Exercise aim: Each record below is to be retyped exactly, with its pictures omitted.
....
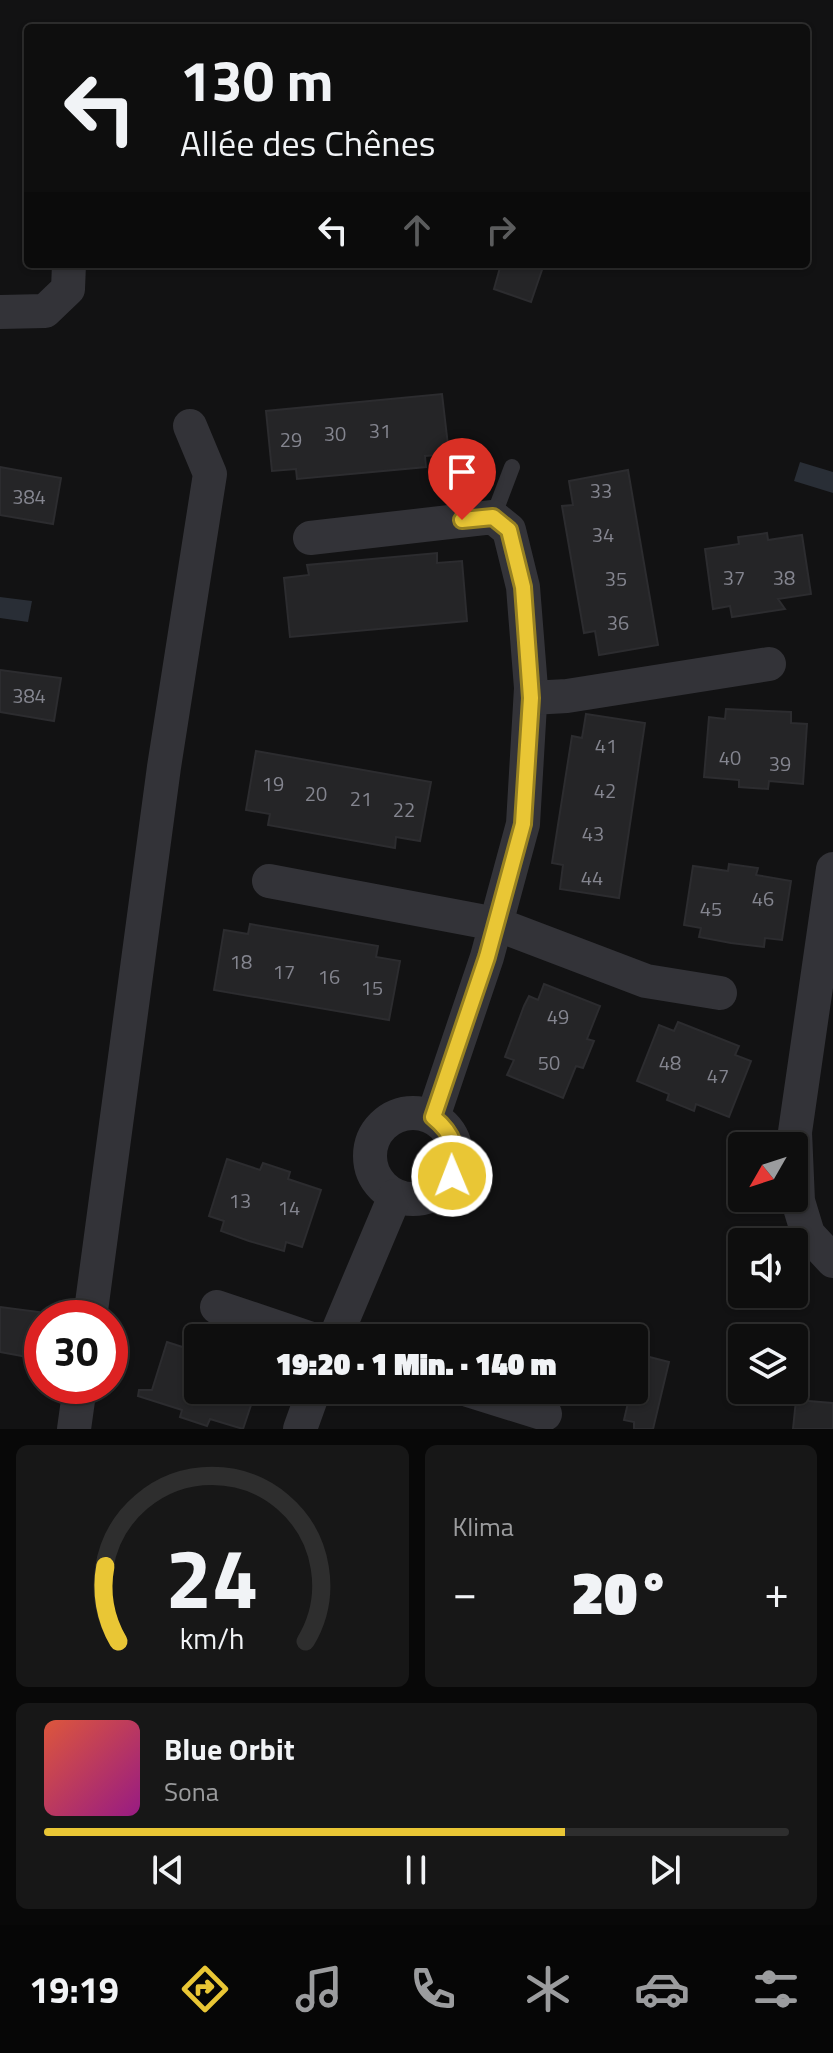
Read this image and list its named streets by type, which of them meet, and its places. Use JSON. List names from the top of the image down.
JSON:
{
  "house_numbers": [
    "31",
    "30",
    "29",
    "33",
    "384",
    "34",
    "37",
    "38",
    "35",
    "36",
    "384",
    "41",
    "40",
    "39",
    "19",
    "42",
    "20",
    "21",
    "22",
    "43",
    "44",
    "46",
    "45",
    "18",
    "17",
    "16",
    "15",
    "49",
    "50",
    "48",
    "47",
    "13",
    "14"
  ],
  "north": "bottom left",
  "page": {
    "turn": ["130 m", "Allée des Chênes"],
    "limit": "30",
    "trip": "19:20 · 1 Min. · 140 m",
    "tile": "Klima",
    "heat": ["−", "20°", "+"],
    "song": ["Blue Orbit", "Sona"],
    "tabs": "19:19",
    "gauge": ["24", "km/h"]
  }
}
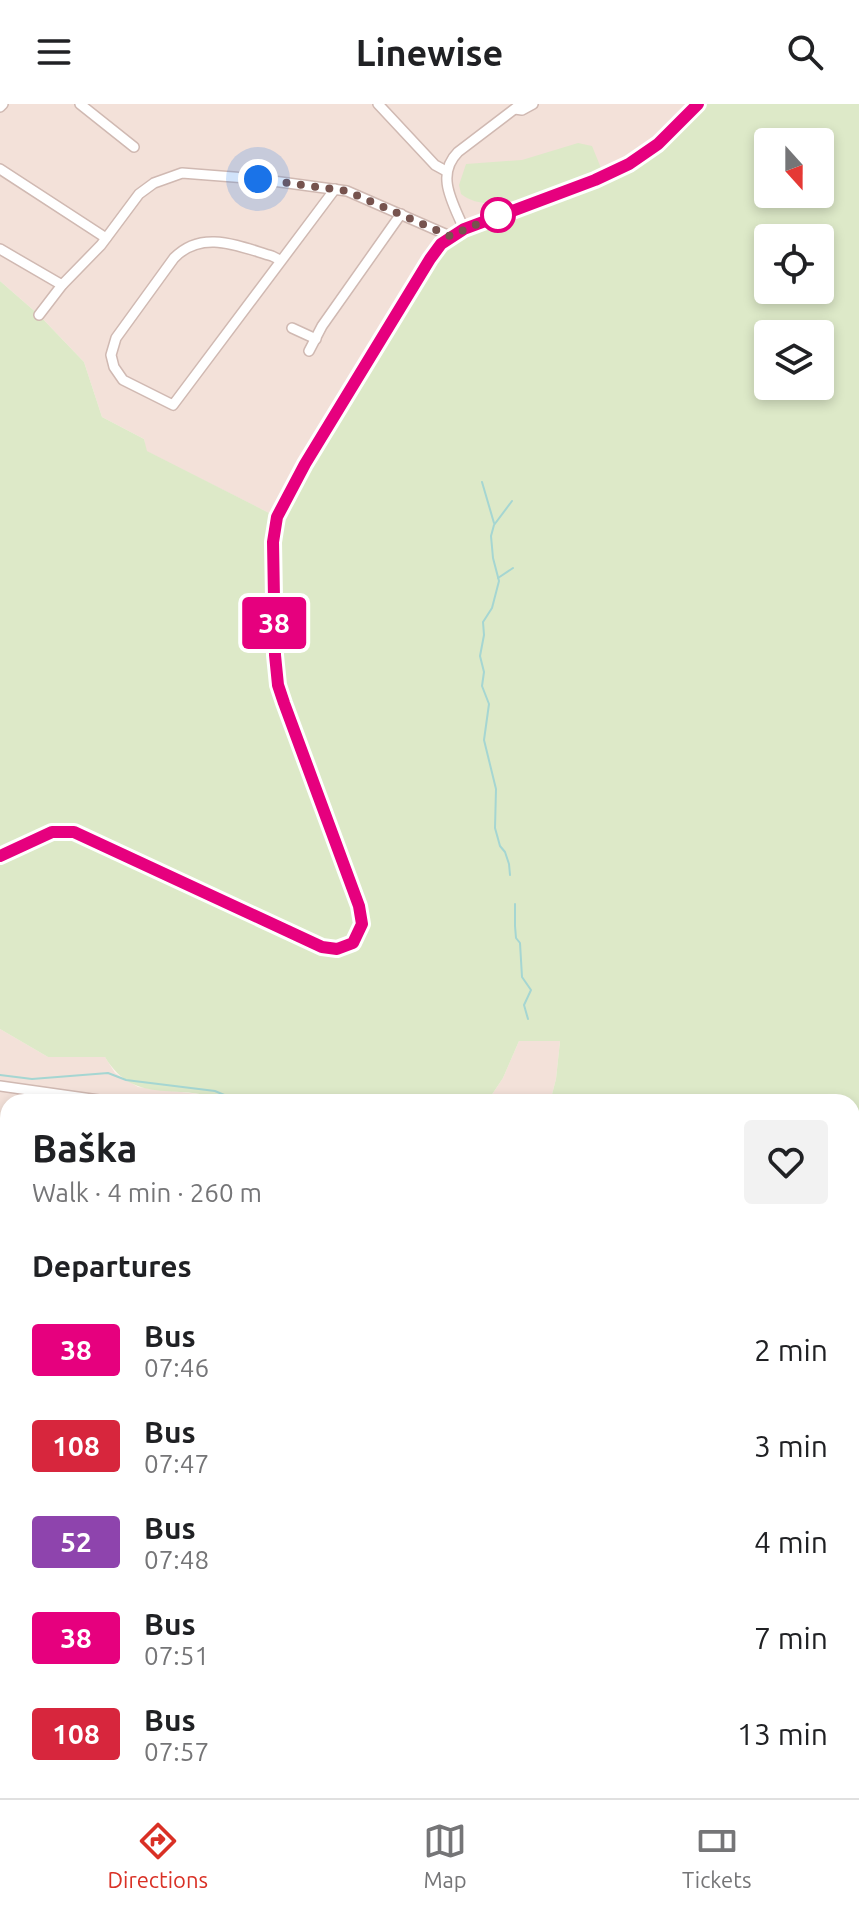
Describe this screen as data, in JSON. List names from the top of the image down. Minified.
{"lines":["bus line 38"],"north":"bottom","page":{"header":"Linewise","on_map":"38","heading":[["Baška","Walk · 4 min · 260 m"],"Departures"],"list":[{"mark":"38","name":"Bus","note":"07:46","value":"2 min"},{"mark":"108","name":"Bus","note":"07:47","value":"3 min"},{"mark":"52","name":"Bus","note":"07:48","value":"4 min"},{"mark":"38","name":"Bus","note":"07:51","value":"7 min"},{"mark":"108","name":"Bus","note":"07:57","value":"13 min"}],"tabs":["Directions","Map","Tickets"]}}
....
Exercise response:
Read this image and list its named streets by type, which of them meet, and its places. Use JSON. List names from the top of the image down.
JSON:
{
  "house_numbers": [
    "31",
    "30",
    "29",
    "33",
    "384",
    "34",
    "37",
    "38",
    "35",
    "36",
    "384",
    "41",
    "40",
    "39",
    "19",
    "42",
    "20",
    "21",
    "22",
    "43",
    "44",
    "46",
    "45",
    "18",
    "17",
    "16",
    "15",
    "49",
    "50",
    "48",
    "47",
    "13",
    "14"
  ],
  "north": "bottom left",
  "page": {
    "turn": ["130 m", "Allée des Chênes"],
    "limit": "30",
    "trip": "19:20 · 1 Min. · 140 m",
    "tile": "Klima",
    "heat": ["−", "20°", "+"],
    "song": ["Blue Orbit", "Sona"],
    "tabs": "19:19",
    "gauge": ["24", "km/h"]
  }
}
Describe this screen as data, in JSON. List names from the top of the image down. Minified.
{"lines":["bus line 38"],"north":"bottom","page":{"header":"Linewise","on_map":"38","heading":[["Baška","Walk · 4 min · 260 m"],"Departures"],"list":[{"mark":"38","name":"Bus","note":"07:46","value":"2 min"},{"mark":"108","name":"Bus","note":"07:47","value":"3 min"},{"mark":"52","name":"Bus","note":"07:48","value":"4 min"},{"mark":"38","name":"Bus","note":"07:51","value":"7 min"},{"mark":"108","name":"Bus","note":"07:57","value":"13 min"}],"tabs":["Directions","Map","Tickets"]}}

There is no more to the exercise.